A writer, a manager, a networker – Tom wears many hats. But it is when marketing something he truly believes in that his biggest talent is most evident. And Tom Kies adores Morehead City. From small projects to major investments, he attacks each task with the same veracity.
The mission of DMCRA is to restore Morehead City as a destination through sustainable revitalization. Tom woos business owners interested in downtown Morehead City, he assists with grant requests, works hand in hand with the town on major projects, organizes the Alive at Five concert series, parades and July 4th festivities. He tirelessly ensures that Morehead City is a place that people not only want to do business, but where they want to visit and live.

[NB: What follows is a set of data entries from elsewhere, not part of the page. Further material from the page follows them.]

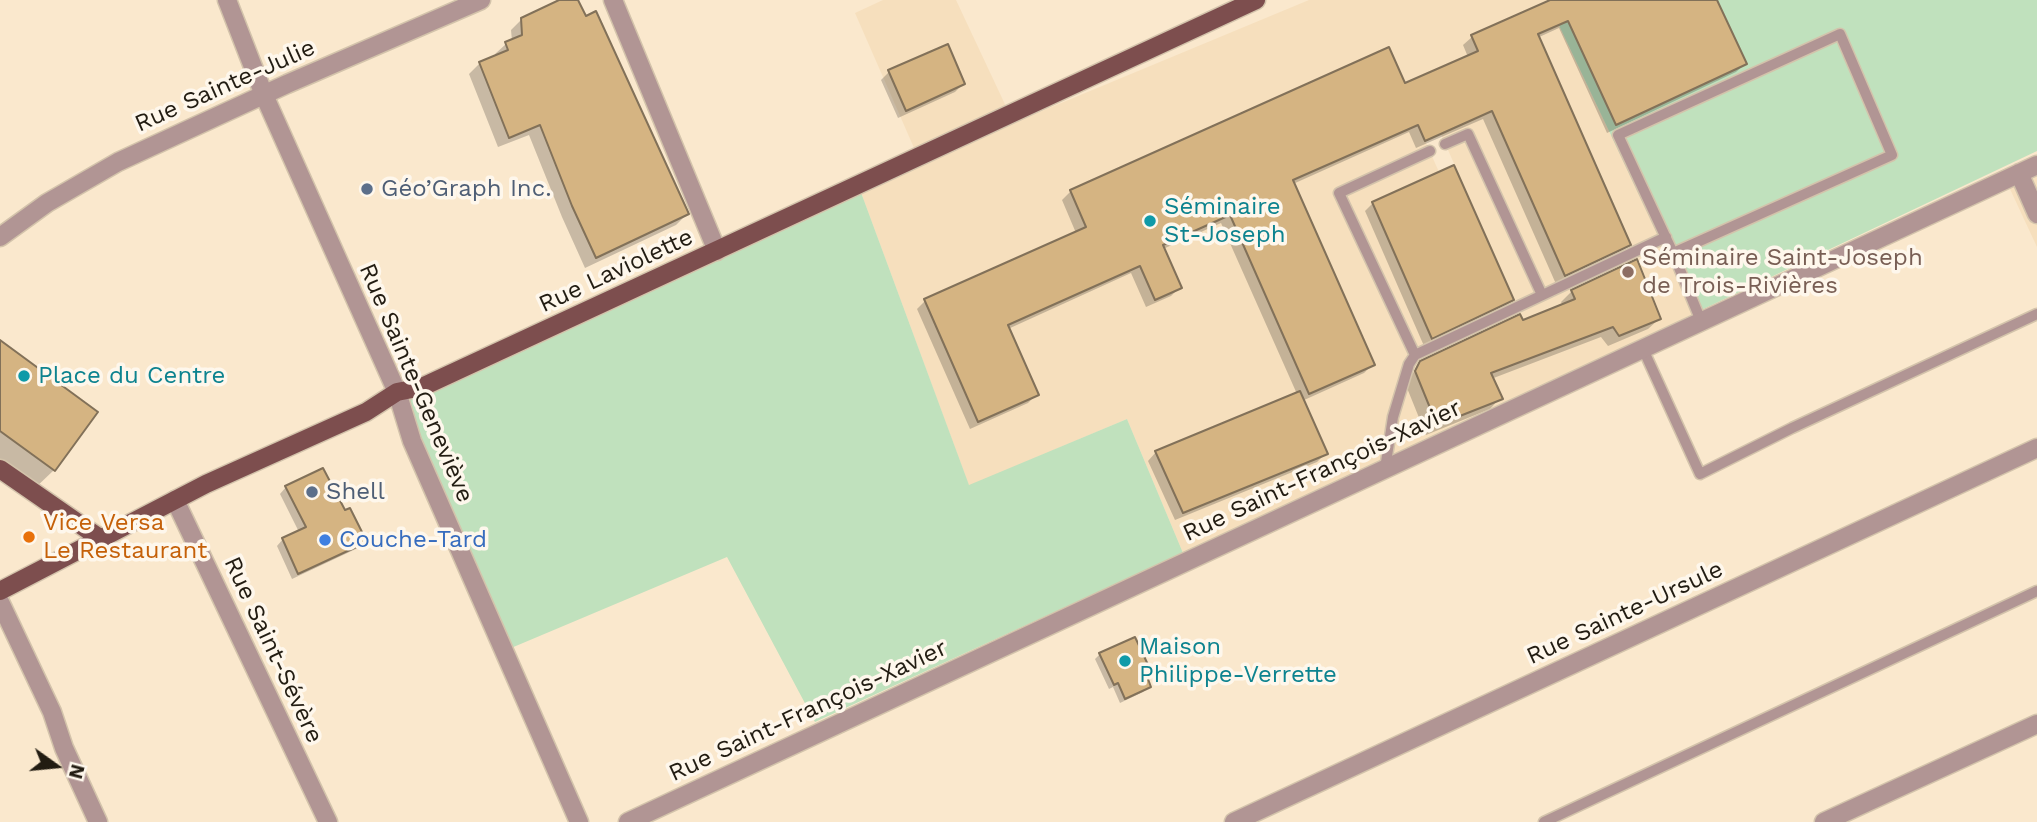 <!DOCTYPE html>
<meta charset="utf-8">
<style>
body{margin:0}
#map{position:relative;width:2037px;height:822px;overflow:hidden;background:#fae8cd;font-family:"Work Sans",sans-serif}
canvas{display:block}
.north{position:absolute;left:21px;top:731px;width:70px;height:70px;-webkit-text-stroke:5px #fef7ec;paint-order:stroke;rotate:105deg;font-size:19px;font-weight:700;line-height:28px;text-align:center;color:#221c12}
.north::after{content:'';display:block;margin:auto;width:24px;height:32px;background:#221c12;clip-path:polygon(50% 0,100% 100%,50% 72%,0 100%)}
</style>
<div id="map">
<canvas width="2037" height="822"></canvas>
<div class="north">N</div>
</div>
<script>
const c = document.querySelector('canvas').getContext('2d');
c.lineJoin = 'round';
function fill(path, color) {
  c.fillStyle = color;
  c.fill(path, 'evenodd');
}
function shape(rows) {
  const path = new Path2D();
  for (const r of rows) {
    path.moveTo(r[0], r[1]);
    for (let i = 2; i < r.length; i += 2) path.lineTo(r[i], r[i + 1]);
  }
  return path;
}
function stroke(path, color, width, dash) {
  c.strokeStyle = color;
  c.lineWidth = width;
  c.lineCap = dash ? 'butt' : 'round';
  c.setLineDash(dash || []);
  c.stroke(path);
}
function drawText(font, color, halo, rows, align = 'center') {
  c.font = font + ' "Work Sans",sans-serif';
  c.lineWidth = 7;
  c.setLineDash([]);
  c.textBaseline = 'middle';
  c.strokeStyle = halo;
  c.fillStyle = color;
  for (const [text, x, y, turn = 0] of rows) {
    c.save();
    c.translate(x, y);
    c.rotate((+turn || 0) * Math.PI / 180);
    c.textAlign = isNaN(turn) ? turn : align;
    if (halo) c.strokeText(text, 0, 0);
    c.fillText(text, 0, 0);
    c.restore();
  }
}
fill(shape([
 [883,0,956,0,1010,115,918,157,855,13],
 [1309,0,1547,0,1695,313,1511,405,1183,553,1127,419,969,486,859,187],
 [1527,10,1632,248,1566,278,1492,111,1441,134,1514,300,1432,337,1372,202,1439,172,1418,125,1293,180,1375,365,1230,215,1163,245,1181,287,1140,266,1008,325,924,299,1086,227,1070,190,1389,47,1405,83,1478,51,1471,35],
 [2037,160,2037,247,2003,174]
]), '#f6dfbd');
fill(shape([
 [1547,0,2037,0,2037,151,1695,313],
 [859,187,969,485,1127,419,1183,553,815,722,727,557,504,651,397,392]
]), '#c0e1bd');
fill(shape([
 [563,0,576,0,687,214,676,225,585,268,562,217,529,135,498,147,469,74,480,63,496,57,495,54,506,44,512,41,511,30,522,19],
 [1552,0,1715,0,1745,64,1736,72,1607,133,1559,28,1537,38,1629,245,1620,254,1556,284,1483,119,1416,148,1409,132,1293,184,1373,364,1364,373,1302,401,1326,453,1317,462,1175,520,1148,461,1156,452,1297,394,1221,223,1163,249,1180,287,1171,296,1146,307,1131,273,1008,329,1036,395,1028,403,970,429,917,309,925,301,1076,233,1062,200,1071,191,1388,49,1405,86,1468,57,1463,45,1472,37],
 [889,72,963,84,955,92,898,118,881,80],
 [1373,203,1512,300,1504,308,1424,346,1365,211],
 [1572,291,1659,319,1648,329,1608,346,1601,337,1491,379,1500,398,1490,409,1426,435,1405,383,1421,363,1563,306,1561,302],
 [0,342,54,470,32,491,0,468],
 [286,487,344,512,365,541,358,548,292,579,277,546,283,539,299,532,280,494],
 [1100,654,1148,668,1143,673,1149,686,1143,692,1120,703,1113,687,1109,689,1095,659]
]), '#0003');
const building = shape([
 [559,0,578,0,586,16,596,11,689,214,596,258,572,206,540,125,509,138,479,62,508,50,505,42,522,35,521,18,559,0],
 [1550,0,1717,0,1747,64,1616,125,1568,21,1538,34,1631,245,1565,276,1492,111,1425,141,1418,125,1293,180,1375,365,1309,394,1230,215,1163,245,1182,288,1155,300,1140,266,1008,325,1039,395,978,422,924,299,1086,227,1070,190,1389,47,1405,83,1478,51,1471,35,1550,0],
 [948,44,965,84,906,111,888,70,948,44],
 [1454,165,1514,300,1432,339,1372,202,1454,165],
 [1637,259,1661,319,1619,336,1613,327,1491,373,1503,399,1437,425,1415,371,1420,361,1520,314,1523,320,1575,299,1571,290,1637,259],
 [0,340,98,412,55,471,0,431,0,340],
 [1300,391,1328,454,1183,513,1155,451,1300,391],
 [323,468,345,510,350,508,367,542,298,574,282,538,306,527,285,486,323,468],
 [1135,637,1150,669,1145,671,1151,687,1125,699,1118,683,1114,685,1099,653,1135,637]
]);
fill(building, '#d5b482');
stroke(building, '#827159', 2);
const service = shape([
 [1445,144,1468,134,1542,295],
 [1430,151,1339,193,1415,355,1666,237],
 [1673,253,1892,155,1840,34,1618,135,1673,253,1701,321],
 [1643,349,1700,474,1792,428,2037,314],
 [1385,469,1393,417,1409,364,1415,355],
 [1544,822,2037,591]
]);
const minor = shape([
 [227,0,264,95,397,392,412,441,579,822],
 [613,0,717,251],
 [2019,173,2037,214],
 [0,237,47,203,118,162,287,84,481,0],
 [175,500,328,822],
 [0,602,52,712,64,748,98,822],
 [628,822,2037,165],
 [1234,822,2037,448],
 [1824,822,2037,724]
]);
const primary = shape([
 [0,469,101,539],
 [0,591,206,484,366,412,397,392,422,387,1256,0]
]);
stroke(service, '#d3c3ab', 13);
stroke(minor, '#d3c3ab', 21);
stroke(primary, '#d3c3ab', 21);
stroke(service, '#b19594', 10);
stroke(minor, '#b19594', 18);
stroke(primary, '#7d4e4e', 18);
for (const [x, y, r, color] of [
 [367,189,7,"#5c6f8a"],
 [1150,221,7,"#0f9aa8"],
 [1628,272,7,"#8d6e63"],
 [24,376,7,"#0f9aa8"],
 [312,492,7,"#5c6f8a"],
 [29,537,7,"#e8710a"],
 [325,540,7,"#3f7fe0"],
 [1125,661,7,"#0f9aa8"]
]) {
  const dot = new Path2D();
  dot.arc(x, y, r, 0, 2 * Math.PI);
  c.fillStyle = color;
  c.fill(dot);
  stroke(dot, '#fef7ec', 2.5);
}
drawText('24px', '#221c12', '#fef7ec', [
 ["Rue Sainte-Julie",225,86,-24],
 ["Rue Laviolette",616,271,-25],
 ["Rue Sainte-Geneviève",416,383,67],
 ["Rue Saint-François-Xavier",1322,471,-25],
 ["Rue Sainte-Ursule",1625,613,-25],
 ["Rue Saint-Sévère",273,650,65],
 ["Rue Saint-François-Xavier",808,711,-25]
]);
drawText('24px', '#4e5e75', '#fef7ec', [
 ["Géo’Graph Inc.",381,189],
 ["Shell",326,492]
], 'left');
drawText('24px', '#0d838f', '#fef7ec', [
 ["Séminaire",1164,207],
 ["St-Joseph",1164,235],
 ["Place du Centre",38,376],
 ["Maison",1139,647],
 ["Philippe-Verrette",1139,675]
], 'left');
drawText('24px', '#785e54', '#fef7ec', [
 ["Séminaire Saint-Joseph",1642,258],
 ["de Trois‑Rivières",1642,286]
], 'left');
drawText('24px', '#c56008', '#fef7ec', [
 ["Vice Versa",43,523],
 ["Le Restaurant",43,551]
], 'left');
drawText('24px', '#366cbe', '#fef7ec', [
 ["Couche-Tard",339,540]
], 'left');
</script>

In the past few years Tom was paramount in getting bike racks installed in the downtown area, he has awarded façade grants to six downtown businesses, helped Connect Carteret launch its small business incubator, planned the ever-growing Crystal Coast Boat Show, hosted workshops for business leaders to help determine curriculum at Carteret Community College, facilitated the filming of a music video on the waterfront and helped bring the Southern Kingfish Association National Championship Fishing Tournament to the waterfront this fall. And that barely scratches the surface. New business filters in to Morehead City at a steady clip and the town is enjoying a noticeable uptick in foot traffic.
This summer, with the opening of the Bask condotel on the Morehead City waterfront, and the opening of the new home for the Big Rock Blue Marlin Tournament, Tom’s ability to rally support for large projects has never been more apparent. And it hasn’t gone unnoticed. Consumer finance website NerdWallet recently ranked Morehead City fifth on its Best Place to Start a Business in North Carolina list.
With Tom Kies on its side, we feel certain Morehead City will continue to assert itself as the perfect place to eat, shop and fish!